__WHAT YOU WILL DO__
Go through the material below and state how many lines include "casing", giving the number only.

__WORKING DATA__
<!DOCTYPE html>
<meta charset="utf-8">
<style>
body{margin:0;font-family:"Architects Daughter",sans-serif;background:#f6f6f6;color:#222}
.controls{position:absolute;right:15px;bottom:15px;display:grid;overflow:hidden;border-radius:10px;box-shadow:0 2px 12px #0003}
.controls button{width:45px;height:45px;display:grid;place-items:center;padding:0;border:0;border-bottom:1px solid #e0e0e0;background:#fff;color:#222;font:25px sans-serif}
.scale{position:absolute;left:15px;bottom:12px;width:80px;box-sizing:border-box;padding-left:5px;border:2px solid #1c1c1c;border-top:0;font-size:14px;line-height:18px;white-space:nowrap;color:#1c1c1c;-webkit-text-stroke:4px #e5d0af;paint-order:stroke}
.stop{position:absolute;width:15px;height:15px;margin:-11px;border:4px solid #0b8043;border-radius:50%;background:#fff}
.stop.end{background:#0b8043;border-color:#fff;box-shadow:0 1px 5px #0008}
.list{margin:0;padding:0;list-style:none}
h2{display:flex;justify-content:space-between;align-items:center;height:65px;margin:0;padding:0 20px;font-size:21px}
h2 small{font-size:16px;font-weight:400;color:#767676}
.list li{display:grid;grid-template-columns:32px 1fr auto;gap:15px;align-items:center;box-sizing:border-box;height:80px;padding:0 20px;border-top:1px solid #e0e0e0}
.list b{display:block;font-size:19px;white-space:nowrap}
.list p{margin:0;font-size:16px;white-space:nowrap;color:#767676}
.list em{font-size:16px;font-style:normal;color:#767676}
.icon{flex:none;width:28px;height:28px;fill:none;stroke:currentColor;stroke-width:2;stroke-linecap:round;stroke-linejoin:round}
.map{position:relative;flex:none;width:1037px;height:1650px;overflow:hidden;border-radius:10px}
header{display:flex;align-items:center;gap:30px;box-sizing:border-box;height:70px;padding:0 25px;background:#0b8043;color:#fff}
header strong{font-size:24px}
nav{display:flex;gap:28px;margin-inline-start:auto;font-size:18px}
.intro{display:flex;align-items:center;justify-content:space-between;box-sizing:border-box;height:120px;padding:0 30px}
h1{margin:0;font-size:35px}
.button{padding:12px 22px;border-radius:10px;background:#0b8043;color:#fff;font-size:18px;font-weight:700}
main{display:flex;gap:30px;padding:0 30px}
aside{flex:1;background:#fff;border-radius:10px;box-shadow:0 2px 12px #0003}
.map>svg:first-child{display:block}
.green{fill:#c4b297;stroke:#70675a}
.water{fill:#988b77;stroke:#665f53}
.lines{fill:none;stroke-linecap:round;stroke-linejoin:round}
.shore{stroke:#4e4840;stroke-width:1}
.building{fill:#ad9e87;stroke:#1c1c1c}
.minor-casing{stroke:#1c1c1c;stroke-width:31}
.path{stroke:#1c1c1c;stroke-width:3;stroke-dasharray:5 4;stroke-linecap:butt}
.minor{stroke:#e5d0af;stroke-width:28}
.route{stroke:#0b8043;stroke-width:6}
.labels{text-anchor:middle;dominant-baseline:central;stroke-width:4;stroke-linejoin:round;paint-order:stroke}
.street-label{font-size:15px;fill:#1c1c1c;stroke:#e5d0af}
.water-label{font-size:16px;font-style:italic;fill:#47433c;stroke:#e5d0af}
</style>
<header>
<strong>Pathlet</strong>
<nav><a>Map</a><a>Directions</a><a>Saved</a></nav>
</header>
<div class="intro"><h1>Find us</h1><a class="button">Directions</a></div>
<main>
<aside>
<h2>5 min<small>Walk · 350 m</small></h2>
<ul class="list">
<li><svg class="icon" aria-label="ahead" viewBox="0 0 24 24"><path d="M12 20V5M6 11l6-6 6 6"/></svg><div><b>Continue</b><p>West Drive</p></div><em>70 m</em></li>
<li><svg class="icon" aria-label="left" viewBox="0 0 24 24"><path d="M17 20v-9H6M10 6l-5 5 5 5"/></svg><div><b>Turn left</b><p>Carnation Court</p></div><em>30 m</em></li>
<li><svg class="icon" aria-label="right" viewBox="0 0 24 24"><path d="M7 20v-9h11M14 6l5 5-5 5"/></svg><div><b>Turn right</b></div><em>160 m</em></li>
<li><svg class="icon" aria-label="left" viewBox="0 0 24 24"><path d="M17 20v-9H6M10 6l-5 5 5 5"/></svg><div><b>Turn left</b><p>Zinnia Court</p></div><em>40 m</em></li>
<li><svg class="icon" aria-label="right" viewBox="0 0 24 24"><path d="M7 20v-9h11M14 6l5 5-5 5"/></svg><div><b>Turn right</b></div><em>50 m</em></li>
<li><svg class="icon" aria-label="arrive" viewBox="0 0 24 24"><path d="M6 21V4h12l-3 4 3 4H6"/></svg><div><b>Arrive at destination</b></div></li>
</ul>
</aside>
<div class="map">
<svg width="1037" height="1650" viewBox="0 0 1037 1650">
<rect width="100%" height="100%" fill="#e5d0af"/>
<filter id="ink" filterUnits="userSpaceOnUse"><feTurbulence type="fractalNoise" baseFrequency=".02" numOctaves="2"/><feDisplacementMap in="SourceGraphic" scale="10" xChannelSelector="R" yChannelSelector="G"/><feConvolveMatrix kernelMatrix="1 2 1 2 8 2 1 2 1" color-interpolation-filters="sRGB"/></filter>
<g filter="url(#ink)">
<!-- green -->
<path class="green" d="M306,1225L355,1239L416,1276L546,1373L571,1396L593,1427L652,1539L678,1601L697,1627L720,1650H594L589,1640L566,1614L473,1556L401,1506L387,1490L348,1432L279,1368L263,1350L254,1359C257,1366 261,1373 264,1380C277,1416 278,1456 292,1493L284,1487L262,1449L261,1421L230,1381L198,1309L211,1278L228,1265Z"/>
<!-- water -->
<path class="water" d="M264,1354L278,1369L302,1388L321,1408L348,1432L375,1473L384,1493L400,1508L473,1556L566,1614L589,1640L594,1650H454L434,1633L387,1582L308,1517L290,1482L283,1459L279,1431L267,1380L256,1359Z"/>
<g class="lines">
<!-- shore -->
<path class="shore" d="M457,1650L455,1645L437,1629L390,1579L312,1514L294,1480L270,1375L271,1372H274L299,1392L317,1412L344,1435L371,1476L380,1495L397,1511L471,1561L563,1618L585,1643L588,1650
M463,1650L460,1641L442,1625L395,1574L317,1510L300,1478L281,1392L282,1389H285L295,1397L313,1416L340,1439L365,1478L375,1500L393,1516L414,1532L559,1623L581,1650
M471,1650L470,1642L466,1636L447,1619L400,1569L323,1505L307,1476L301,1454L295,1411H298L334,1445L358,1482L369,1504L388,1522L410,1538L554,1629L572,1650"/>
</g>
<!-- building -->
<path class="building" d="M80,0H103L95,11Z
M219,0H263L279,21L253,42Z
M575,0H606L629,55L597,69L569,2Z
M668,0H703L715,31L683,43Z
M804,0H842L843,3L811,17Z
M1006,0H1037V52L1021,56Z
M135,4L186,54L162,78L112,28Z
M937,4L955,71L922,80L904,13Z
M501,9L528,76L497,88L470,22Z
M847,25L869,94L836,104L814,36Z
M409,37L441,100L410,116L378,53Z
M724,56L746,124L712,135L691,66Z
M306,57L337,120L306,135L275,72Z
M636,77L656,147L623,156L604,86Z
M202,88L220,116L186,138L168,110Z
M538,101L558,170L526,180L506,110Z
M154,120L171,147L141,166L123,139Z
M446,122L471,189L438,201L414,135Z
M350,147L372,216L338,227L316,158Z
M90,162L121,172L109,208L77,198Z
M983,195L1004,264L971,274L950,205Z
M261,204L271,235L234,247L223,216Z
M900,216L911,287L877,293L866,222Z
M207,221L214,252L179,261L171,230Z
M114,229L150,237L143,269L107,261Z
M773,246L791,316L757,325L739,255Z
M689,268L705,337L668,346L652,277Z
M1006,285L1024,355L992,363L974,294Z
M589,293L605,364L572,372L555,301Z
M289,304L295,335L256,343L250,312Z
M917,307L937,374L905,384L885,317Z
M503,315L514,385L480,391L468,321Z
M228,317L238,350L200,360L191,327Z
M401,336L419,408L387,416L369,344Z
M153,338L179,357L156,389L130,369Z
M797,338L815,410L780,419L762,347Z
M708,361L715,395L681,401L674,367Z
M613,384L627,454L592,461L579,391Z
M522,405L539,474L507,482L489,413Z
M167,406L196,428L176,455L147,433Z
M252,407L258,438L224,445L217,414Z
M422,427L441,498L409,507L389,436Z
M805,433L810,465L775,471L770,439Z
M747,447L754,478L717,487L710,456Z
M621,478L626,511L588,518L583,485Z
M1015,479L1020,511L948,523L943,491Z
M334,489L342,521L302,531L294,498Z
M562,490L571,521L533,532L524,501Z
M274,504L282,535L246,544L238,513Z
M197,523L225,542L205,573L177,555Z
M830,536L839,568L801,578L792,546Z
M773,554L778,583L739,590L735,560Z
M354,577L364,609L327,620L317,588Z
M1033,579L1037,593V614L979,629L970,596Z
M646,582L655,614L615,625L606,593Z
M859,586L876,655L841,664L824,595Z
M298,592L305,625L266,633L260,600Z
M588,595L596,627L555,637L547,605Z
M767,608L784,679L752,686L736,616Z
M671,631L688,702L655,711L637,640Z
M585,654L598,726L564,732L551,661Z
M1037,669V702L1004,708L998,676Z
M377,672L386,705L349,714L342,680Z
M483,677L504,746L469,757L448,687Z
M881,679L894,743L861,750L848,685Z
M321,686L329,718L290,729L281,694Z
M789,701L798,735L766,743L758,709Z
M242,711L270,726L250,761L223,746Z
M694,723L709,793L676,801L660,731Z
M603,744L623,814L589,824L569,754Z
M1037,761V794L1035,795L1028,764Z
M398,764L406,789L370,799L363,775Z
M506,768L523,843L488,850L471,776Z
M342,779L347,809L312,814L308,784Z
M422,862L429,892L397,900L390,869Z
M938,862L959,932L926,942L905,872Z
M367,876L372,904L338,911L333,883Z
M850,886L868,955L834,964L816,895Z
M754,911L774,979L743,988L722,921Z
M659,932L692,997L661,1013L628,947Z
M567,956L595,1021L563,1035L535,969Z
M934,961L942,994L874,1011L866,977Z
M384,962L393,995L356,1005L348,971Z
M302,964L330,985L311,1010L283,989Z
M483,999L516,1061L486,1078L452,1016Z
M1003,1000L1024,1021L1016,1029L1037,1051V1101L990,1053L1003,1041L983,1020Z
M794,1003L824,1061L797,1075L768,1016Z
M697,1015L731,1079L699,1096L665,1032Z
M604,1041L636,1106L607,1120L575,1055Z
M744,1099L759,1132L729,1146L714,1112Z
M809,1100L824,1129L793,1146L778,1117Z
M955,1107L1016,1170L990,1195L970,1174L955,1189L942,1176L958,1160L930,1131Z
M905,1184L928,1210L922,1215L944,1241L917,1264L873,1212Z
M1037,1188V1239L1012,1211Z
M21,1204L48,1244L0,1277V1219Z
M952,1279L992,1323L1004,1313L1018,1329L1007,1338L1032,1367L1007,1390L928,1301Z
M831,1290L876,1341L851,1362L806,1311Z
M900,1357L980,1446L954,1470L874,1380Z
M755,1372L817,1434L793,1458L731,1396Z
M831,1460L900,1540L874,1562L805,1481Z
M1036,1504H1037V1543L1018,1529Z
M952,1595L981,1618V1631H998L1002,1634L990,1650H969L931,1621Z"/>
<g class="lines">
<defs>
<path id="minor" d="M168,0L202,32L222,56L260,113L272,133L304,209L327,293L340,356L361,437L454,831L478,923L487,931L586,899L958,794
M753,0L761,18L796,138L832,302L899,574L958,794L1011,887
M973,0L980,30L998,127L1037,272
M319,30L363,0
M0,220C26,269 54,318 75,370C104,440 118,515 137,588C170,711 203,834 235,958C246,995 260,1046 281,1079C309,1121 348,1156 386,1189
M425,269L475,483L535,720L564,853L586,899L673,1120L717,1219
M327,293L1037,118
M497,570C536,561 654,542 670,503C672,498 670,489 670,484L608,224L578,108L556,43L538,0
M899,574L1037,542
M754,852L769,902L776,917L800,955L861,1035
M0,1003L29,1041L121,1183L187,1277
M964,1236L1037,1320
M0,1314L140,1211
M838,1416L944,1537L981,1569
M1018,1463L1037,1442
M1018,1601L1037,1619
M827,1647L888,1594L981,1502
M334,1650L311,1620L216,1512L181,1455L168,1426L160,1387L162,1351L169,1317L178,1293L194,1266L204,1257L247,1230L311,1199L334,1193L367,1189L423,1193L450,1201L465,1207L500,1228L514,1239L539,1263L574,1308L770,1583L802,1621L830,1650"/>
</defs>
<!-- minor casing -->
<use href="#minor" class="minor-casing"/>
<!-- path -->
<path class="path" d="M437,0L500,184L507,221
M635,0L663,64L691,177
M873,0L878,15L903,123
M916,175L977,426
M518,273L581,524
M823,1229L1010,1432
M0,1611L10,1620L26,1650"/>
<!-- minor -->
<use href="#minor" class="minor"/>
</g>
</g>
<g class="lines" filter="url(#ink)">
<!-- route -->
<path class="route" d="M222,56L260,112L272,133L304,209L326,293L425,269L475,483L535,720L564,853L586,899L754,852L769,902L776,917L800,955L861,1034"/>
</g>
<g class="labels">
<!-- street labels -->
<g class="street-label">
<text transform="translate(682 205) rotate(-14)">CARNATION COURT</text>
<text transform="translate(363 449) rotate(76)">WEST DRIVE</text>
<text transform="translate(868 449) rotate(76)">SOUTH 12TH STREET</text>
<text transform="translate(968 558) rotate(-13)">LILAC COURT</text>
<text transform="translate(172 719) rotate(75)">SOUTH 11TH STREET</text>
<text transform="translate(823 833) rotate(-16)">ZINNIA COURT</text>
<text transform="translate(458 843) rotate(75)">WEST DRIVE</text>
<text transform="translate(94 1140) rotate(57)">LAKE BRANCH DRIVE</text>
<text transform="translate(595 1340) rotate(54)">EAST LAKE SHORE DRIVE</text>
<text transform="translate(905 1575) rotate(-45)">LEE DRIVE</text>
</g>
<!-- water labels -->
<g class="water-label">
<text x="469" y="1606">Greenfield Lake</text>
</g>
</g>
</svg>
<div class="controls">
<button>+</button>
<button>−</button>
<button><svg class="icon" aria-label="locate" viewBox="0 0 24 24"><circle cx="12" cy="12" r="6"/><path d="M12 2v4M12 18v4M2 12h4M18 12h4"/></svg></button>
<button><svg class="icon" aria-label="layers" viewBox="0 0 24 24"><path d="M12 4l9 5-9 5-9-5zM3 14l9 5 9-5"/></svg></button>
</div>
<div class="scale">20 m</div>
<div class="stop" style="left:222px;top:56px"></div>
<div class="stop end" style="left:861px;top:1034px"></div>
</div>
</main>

__TASK OUTPUT__
3